*Exercise goal*
From the first line to the last, give the records again exactly and skip the pictures.

*Excerpted data*
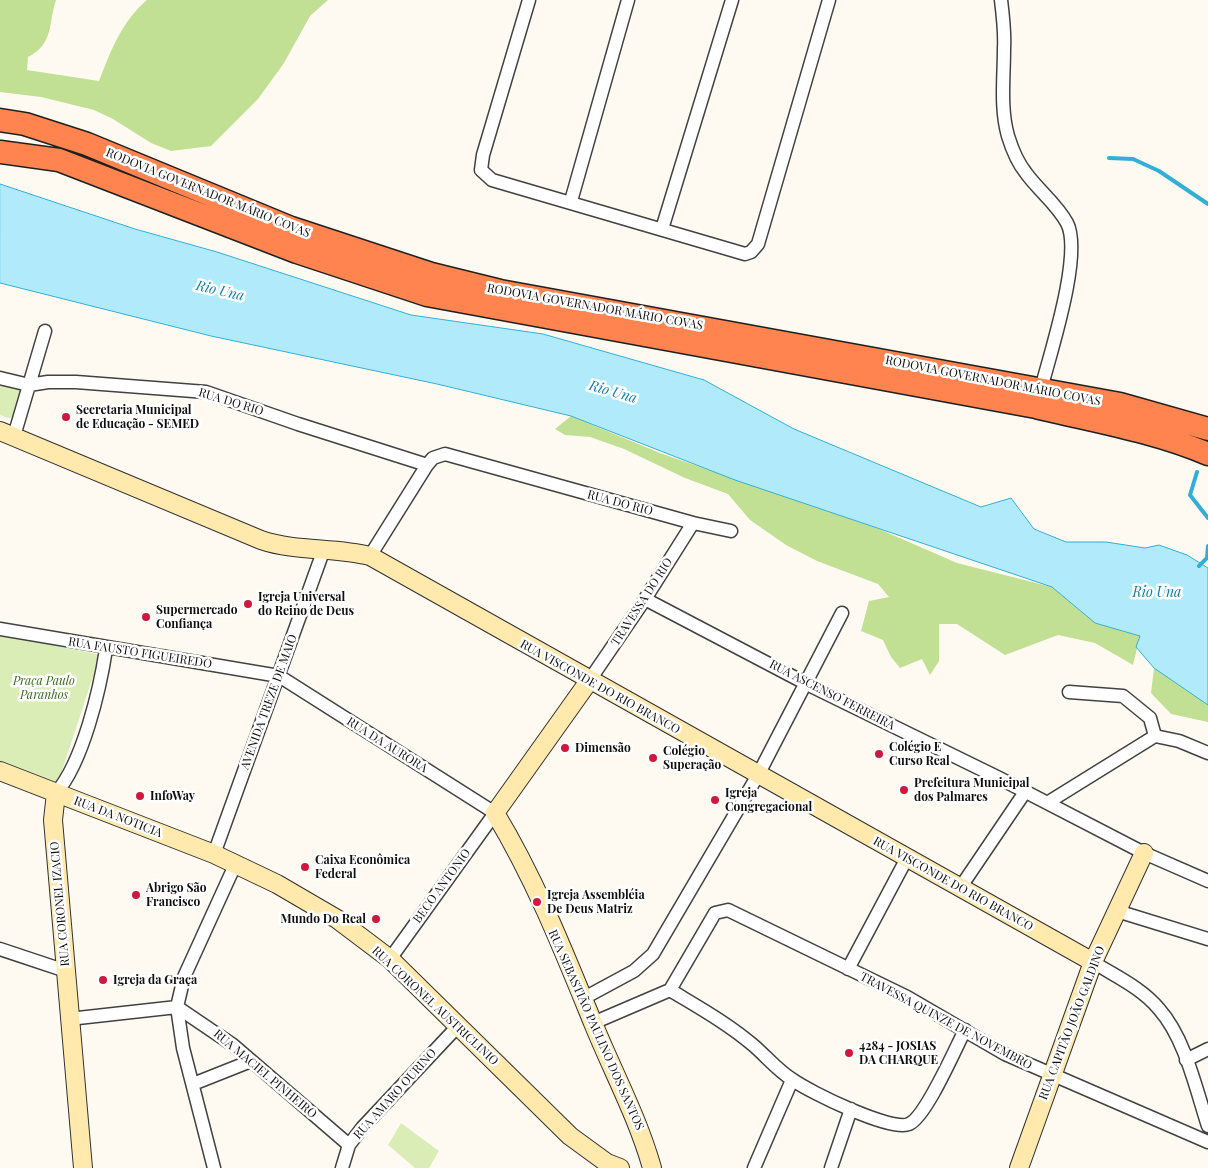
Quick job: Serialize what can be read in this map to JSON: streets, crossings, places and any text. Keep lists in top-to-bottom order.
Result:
{
  "streets": {
    "highway": ["RODOVIA GOVERNADOR MÁRIO COVAS"],
    "main road": [
      "RUA VISCONDE DO RIO BRANCO",
      "RUA DA NOTICIA",
      "RUA CORONEL IZACIO",
      "RUA CORONEL AUSTRICLINIO",
      "RUA CAPITÃO JOÃO GALDINO",
      "RUA SEBASTIÃO PAULINO DOS SANTOS"
    ],
    "street": [
      "RUA DO RIO",
      "TRAVESSA DO RIO",
      "RUA FAUSTO FIGUEIREDO",
      "RUA ASCENSO FERREIRA",
      "AVENIDA TREZE DE MAIO",
      "RUA DA AURORA",
      "BECO ANTONIO",
      "TRAVESSA QUINZE DE NOVEMBRO",
      "RUA MACIEL PINHEIRO",
      "RUA AMARO OURINO"
    ]
  },
  "crossings": [
    ["RUA DO RIO", "TRAVESSA DO RIO"],
    ["TRAVESSA DO RIO", "RUA VISCONDE DO RIO BRANCO"],
    ["TRAVESSA DO RIO", "RUA ASCENSO FERREIRA"],
    ["RUA FAUSTO FIGUEIREDO", "AVENIDA TREZE DE MAIO"],
    ["RUA FAUSTO FIGUEIREDO", "RUA DA AURORA"],
    ["RUA FAUSTO FIGUEIREDO", "RUA CORONEL IZACIO"],
    ["RUA VISCONDE DO RIO BRANCO", "AVENIDA TREZE DE MAIO"],
    ["RUA VISCONDE DO RIO BRANCO", "RUA CAPITÃO JOÃO GALDINO"],
    ["RUA ASCENSO FERREIRA", "RUA CAPITÃO JOÃO GALDINO"],
    ["AVENIDA TREZE DE MAIO", "RUA DA AURORA"],
    ["AVENIDA TREZE DE MAIO", "RUA DA NOTICIA"],
    ["RUA DA AURORA", "BECO ANTONIO"],
    ["RUA DA AURORA", "RUA SEBASTIÃO PAULINO DOS SANTOS"],
    ["RUA DA NOTICIA", "RUA CORONEL IZACIO"],
    ["RUA DA NOTICIA", "RUA CORONEL AUSTRICLINIO"],
    ["BECO ANTONIO", "RUA CORONEL AUSTRICLINIO"],
    ["BECO ANTONIO", "RUA SEBASTIÃO PAULINO DOS SANTOS"],
    ["RUA CORONEL AUSTRICLINIO", "RUA AMARO OURINO"],
    ["TRAVESSA QUINZE DE NOVEMBRO", "RUA CAPITÃO JOÃO GALDINO"],
    ["RUA MACIEL PINHEIRO", "RUA AMARO OURINO"]
  ],
  "water": ["Rio Una"],
  "parks": ["Praça Paulo Paranhos"],
  "places": [
    "Secretaria Municipal de Educação - SEMED",
    "Igreja Universal do Reino de Deus",
    "Supermercado Confiança",
    "Dimensão",
    "Colégio E Curso Real",
    "Colégio Superação",
    "Prefeitura Municipal dos Palmares",
    "InfoWay",
    "Igreja Congregacional",
    "Caixa Econômica Federal",
    "Abrigo São Francisco",
    "Igreja Assembléia De Deus Matriz",
    "Mundo Do Real",
    "Igreja da Graça",
    "4284 - JOSIAS DA CHARQUE"
  ]
}
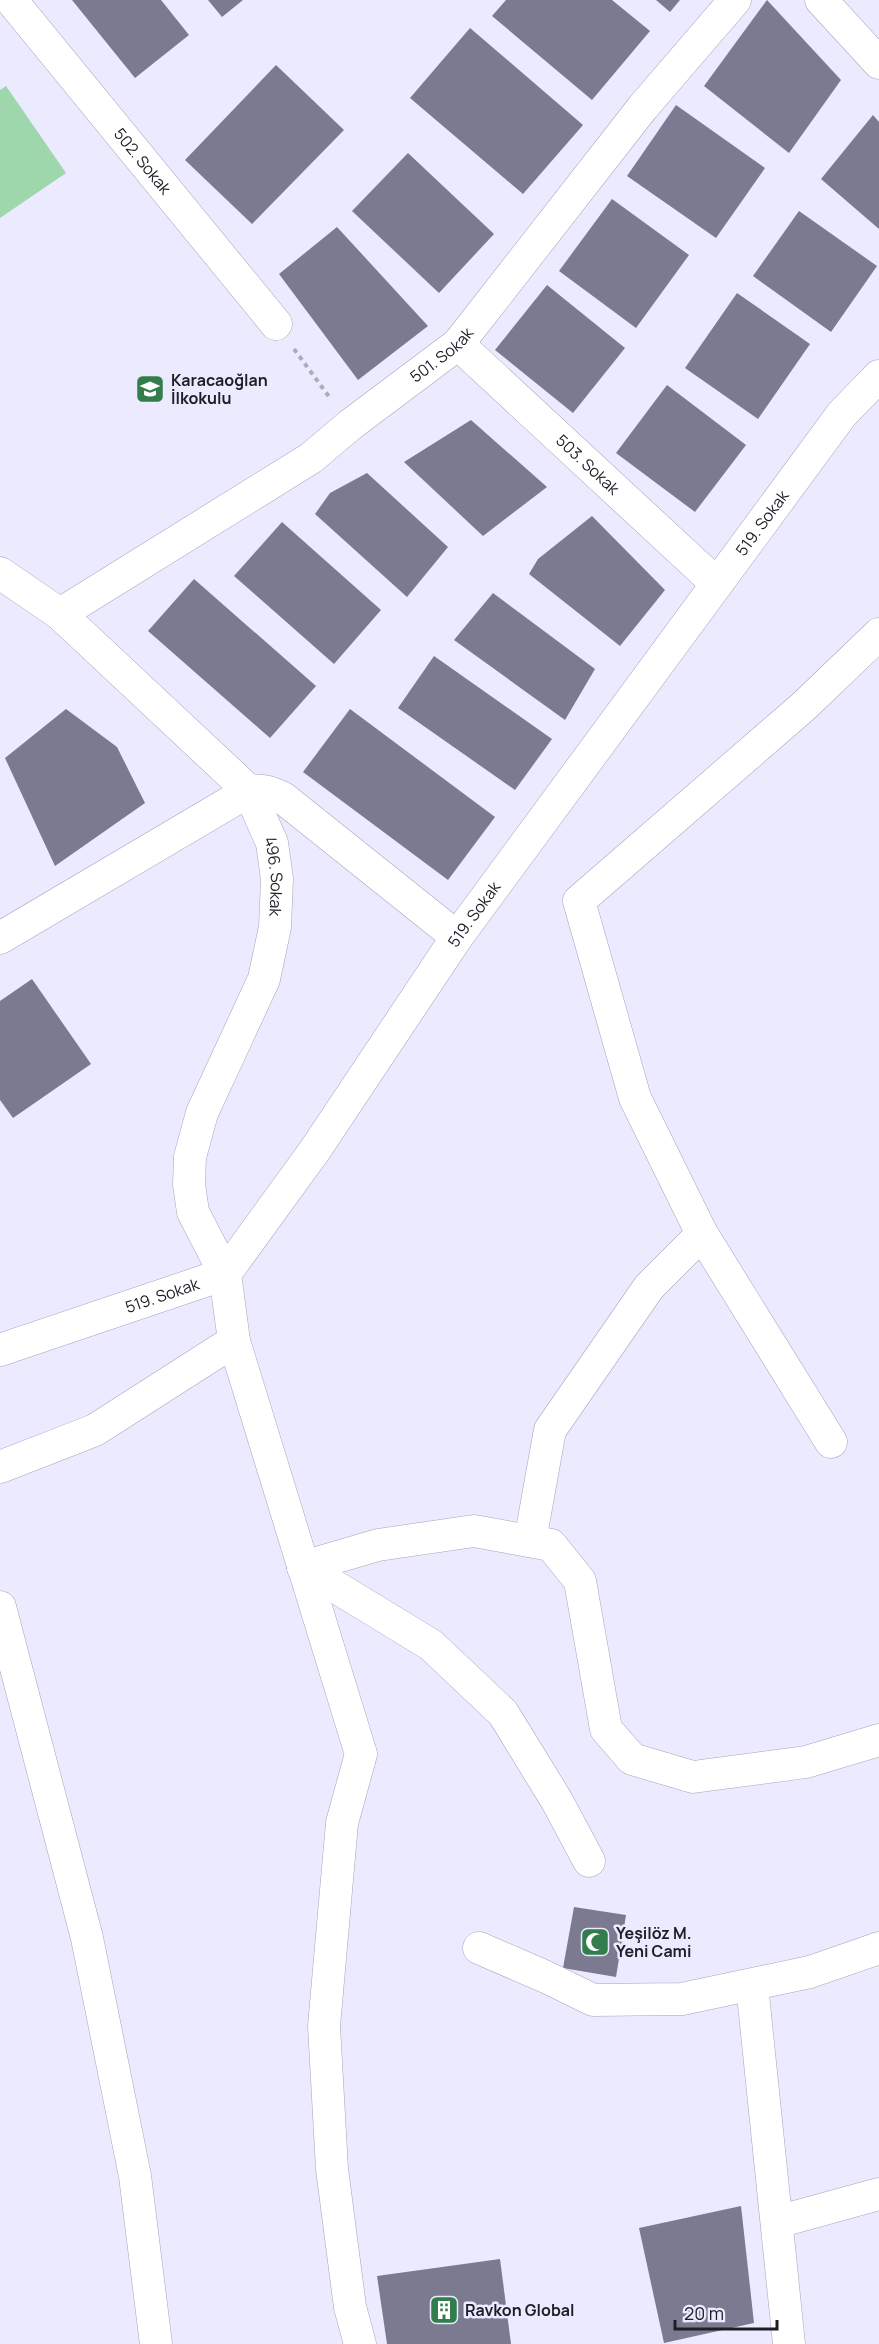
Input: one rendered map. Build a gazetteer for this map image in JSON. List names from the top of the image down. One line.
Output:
{"streets":{"street":["502. Sokak","501. Sokak","503. Sokak","519. Sokak","496. Sokak"]},"crossings":[["501. Sokak","503. Sokak"],["501. Sokak","496. Sokak"],["503. Sokak","519. Sokak"],["519. Sokak","496. Sokak"]],"places":{"school or university":["Karacaoğlan İlkokulu"],"mosque":["Yeşilöz M. Yeni Cami"],"building":["Ravkon Global"]},"scale_bar":"20 m"}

*Solved problem*
Quick job: Serialize what can be read in this map to JSON: streets, crossings, places and any text. Keep lists in top-to-bottom order.
Result:
{
  "streets": {
    "highway": ["RODOVIA GOVERNADOR MÁRIO COVAS"],
    "main road": [
      "RUA VISCONDE DO RIO BRANCO",
      "RUA DA NOTICIA",
      "RUA CORONEL IZACIO",
      "RUA CORONEL AUSTRICLINIO",
      "RUA CAPITÃO JOÃO GALDINO",
      "RUA SEBASTIÃO PAULINO DOS SANTOS"
    ],
    "street": [
      "RUA DO RIO",
      "TRAVESSA DO RIO",
      "RUA FAUSTO FIGUEIREDO",
      "RUA ASCENSO FERREIRA",
      "AVENIDA TREZE DE MAIO",
      "RUA DA AURORA",
      "BECO ANTONIO",
      "TRAVESSA QUINZE DE NOVEMBRO",
      "RUA MACIEL PINHEIRO",
      "RUA AMARO OURINO"
    ]
  },
  "crossings": [
    ["RUA DO RIO", "TRAVESSA DO RIO"],
    ["TRAVESSA DO RIO", "RUA VISCONDE DO RIO BRANCO"],
    ["TRAVESSA DO RIO", "RUA ASCENSO FERREIRA"],
    ["RUA FAUSTO FIGUEIREDO", "AVENIDA TREZE DE MAIO"],
    ["RUA FAUSTO FIGUEIREDO", "RUA DA AURORA"],
    ["RUA FAUSTO FIGUEIREDO", "RUA CORONEL IZACIO"],
    ["RUA VISCONDE DO RIO BRANCO", "AVENIDA TREZE DE MAIO"],
    ["RUA VISCONDE DO RIO BRANCO", "RUA CAPITÃO JOÃO GALDINO"],
    ["RUA ASCENSO FERREIRA", "RUA CAPITÃO JOÃO GALDINO"],
    ["AVENIDA TREZE DE MAIO", "RUA DA AURORA"],
    ["AVENIDA TREZE DE MAIO", "RUA DA NOTICIA"],
    ["RUA DA AURORA", "BECO ANTONIO"],
    ["RUA DA AURORA", "RUA SEBASTIÃO PAULINO DOS SANTOS"],
    ["RUA DA NOTICIA", "RUA CORONEL IZACIO"],
    ["RUA DA NOTICIA", "RUA CORONEL AUSTRICLINIO"],
    ["BECO ANTONIO", "RUA CORONEL AUSTRICLINIO"],
    ["BECO ANTONIO", "RUA SEBASTIÃO PAULINO DOS SANTOS"],
    ["RUA CORONEL AUSTRICLINIO", "RUA AMARO OURINO"],
    ["TRAVESSA QUINZE DE NOVEMBRO", "RUA CAPITÃO JOÃO GALDINO"],
    ["RUA MACIEL PINHEIRO", "RUA AMARO OURINO"]
  ],
  "water": ["Rio Una"],
  "parks": ["Praça Paulo Paranhos"],
  "places": [
    "Secretaria Municipal de Educação - SEMED",
    "Igreja Universal do Reino de Deus",
    "Supermercado Confiança",
    "Dimensão",
    "Colégio E Curso Real",
    "Colégio Superação",
    "Prefeitura Municipal dos Palmares",
    "InfoWay",
    "Igreja Congregacional",
    "Caixa Econômica Federal",
    "Abrigo São Francisco",
    "Igreja Assembléia De Deus Matriz",
    "Mundo Do Real",
    "Igreja da Graça",
    "4284 - JOSIAS DA CHARQUE"
  ]
}
Input: one rendered map. Build a gazetteer for this map image in JSON. List names from the top of the image down. One line.
Output:
{"streets":{"street":["502. Sokak","501. Sokak","503. Sokak","519. Sokak","496. Sokak"]},"crossings":[["501. Sokak","503. Sokak"],["501. Sokak","496. Sokak"],["503. Sokak","519. Sokak"],["519. Sokak","496. Sokak"]],"places":{"school or university":["Karacaoğlan İlkokulu"],"mosque":["Yeşilöz M. Yeni Cami"],"building":["Ravkon Global"]},"scale_bar":"20 m"}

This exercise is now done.